Le sous amendement n° 325, présenté par M. Dreyfus-Schmidt et les membres du groupe socialiste, est ainsi libellé :

« I. - Dans le premier alinéa du I de l'amendement 215 rectifié bis , supprimer les mots : "justifiant qu'il résidait habituellement en France avant le 30 avril 2003 et".

« II. - Dans le premier alinéa du II du même texte, supprimer les mots : "justifiant qu'il résidait habituellement en France avant le 30 avril 2003 et". »

L'amendement n° 207, présenté par Mme M. André, MM. Dreyfus-Schmidt, Mahéas et Sueur, Mme Blandin et les membres du groupe socialiste et apparenté, est ainsi libellé :

« Dans le troisième alinéa (2°) de cet article, remplacer le mot : "régulièrement" par le mot : "habituellement". »

L'amendement n° 208, présenté par Mme M. André, MM. Dreyfus-Schmidt, Mahéas et Sueur, Mme Blandin et les membres du groupe socialiste et apparenté, est ainsi libellé :

« Dans le quatrième alinéa (3°) de cet article, remplacer le mot : "régulièrement" par le mot : "habituellement". »

L'amendement n° 209, présenté par Mme M. André, MM. Dreyfus-Schmidt, Mahéas et Sueur, Mme Blandin et les membres du groupe socialiste et apparenté, est ainsi libellé :

« Dans le cinquième alinéa (4°) de cet article, remplacer le mot : "régulièrement" par le mot : "habituellement". »

L'amendement n° 295, présenté par M. Bret, Mmes Borvo, Mathon, Beaudeau, Beaufils et Bidard-Reydet, M. Coquelle, Mmes David, Demessine et Didier, MM. Fischer, Foucaud et Le Cam, Mme Luc, MM. Muzeau, Ralite et Renar, Mme Terrade et M. Vergès, est ainsi libellé :

« Après le cinquième alinéa (4°) de cet article, insérer un alinéa ainsi rédigé :

« ... ° Résidait habituellement en France et dont l'état de santé nécessite une prise en charge médicale dont le défaut pourrait entraîner pour lui des conséquences d'une exceptionnelle gravité, sous réserve qu'il ne puisse effectivement bénéficier d'un traitement dans le pays dont il est originaire. »

La parole est à Mme Anne-Marie Payet, pour présenter l'amendement n° 215 rectifié bis .

Mme Anne-Marie Payet. Cet amendement tend à réécrire l'article 42.

Afin de régler la situation des personnes présentes clandestinement sur le territoire bien qu'elles aient fait l'objet d'une mesure d'expulsion ou d'une interdiction du territoire français, le Gouvernement a prévu, pour certaines catégories précisément identifiées, un mécanisme de relèvement automatique de la peine ou de la mesure administrative par la délivrance d'un titre de séjour.

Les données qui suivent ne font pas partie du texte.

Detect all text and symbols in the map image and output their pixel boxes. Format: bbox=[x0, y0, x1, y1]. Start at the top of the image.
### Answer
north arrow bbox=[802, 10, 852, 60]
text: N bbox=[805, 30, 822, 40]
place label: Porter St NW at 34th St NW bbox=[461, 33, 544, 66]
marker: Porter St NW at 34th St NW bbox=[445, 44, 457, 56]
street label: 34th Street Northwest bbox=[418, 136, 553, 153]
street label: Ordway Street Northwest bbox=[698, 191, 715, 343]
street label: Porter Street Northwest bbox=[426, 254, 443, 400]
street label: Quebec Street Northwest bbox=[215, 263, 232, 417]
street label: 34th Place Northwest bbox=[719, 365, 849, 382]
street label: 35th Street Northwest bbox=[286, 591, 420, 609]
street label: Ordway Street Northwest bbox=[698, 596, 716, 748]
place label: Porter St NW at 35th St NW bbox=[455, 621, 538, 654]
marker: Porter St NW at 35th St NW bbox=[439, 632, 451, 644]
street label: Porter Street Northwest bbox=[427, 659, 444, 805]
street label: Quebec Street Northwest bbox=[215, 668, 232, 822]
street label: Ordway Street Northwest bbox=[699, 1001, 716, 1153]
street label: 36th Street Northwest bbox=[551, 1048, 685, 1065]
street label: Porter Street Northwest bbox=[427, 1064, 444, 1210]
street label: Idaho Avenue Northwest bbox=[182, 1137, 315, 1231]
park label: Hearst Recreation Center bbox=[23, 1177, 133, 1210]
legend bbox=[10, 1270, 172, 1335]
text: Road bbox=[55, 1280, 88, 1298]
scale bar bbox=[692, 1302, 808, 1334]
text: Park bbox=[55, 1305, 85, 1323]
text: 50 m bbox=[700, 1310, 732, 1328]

Il nous paraît préférable de prévoir que, en matière d'interdiction du territoire français, seuls les parquets peuvent constater que les personnes entrent dans le champ d'application du dispositif prévu par le législateur, comme c'est le cas par exemple pour les lois d'amnistie. Cela paraît plus conforme à notre tradition juridique et à nos principes constitutionnels.

Il s'agit donc de substituer l'autorité judiciaire à l'autorité administrative pour prononcer le relèvement de la peine complémentaire d'interdiction du territoire.

Par ailleurs, nous proposons un dispositif de recours en cas de litige sur l'application de ce dispositif.

M. le président. La parole est à M. Michel Dreyfus-Schmidt, pour présenter le sous-amendement n° 325 puis les amendements n°s 207, 208 et 209.

M. Michel Dreyfus-Schmidt. Dans son rapport, M. Courtois, rapporteur du texte que nous examinons, s'exprime ainsi :

« En première lecture, les députés ont adopté un amendement présenté par M Thierry Mariani au nom de la commission des lois, ayant pour objet de prévoir que l'étranger devrait justifier par tous moyens résider en France au 30 avril 2003. « En effet, le projet de loi initial avait retenu la date de la promulgation de la loi, mais il est apparu nécessaire d'éviter tout " effet d'opportunité " de la part de certains étrangers. »

Plus loin, il ajoute : « Toutefois, il pourrait paraître regrettable que le projet de loi ne prévoit aucune disposition pour les étrangers qui devraient désormais bénéficier d'une protection absolue, qui ont déjà fait l'objet d'une mesure d'expulsion ou d'une peine d'interdiction du territoire et qui ont déjà quitté la France. Le texte actuel revient à " amnistier " uniquement les étrangers n'ayant pas exécuté la mesure d'expulsion ou la peine d'interdiction du territoire et qui sont restés irrégulièrement sur le territoire français.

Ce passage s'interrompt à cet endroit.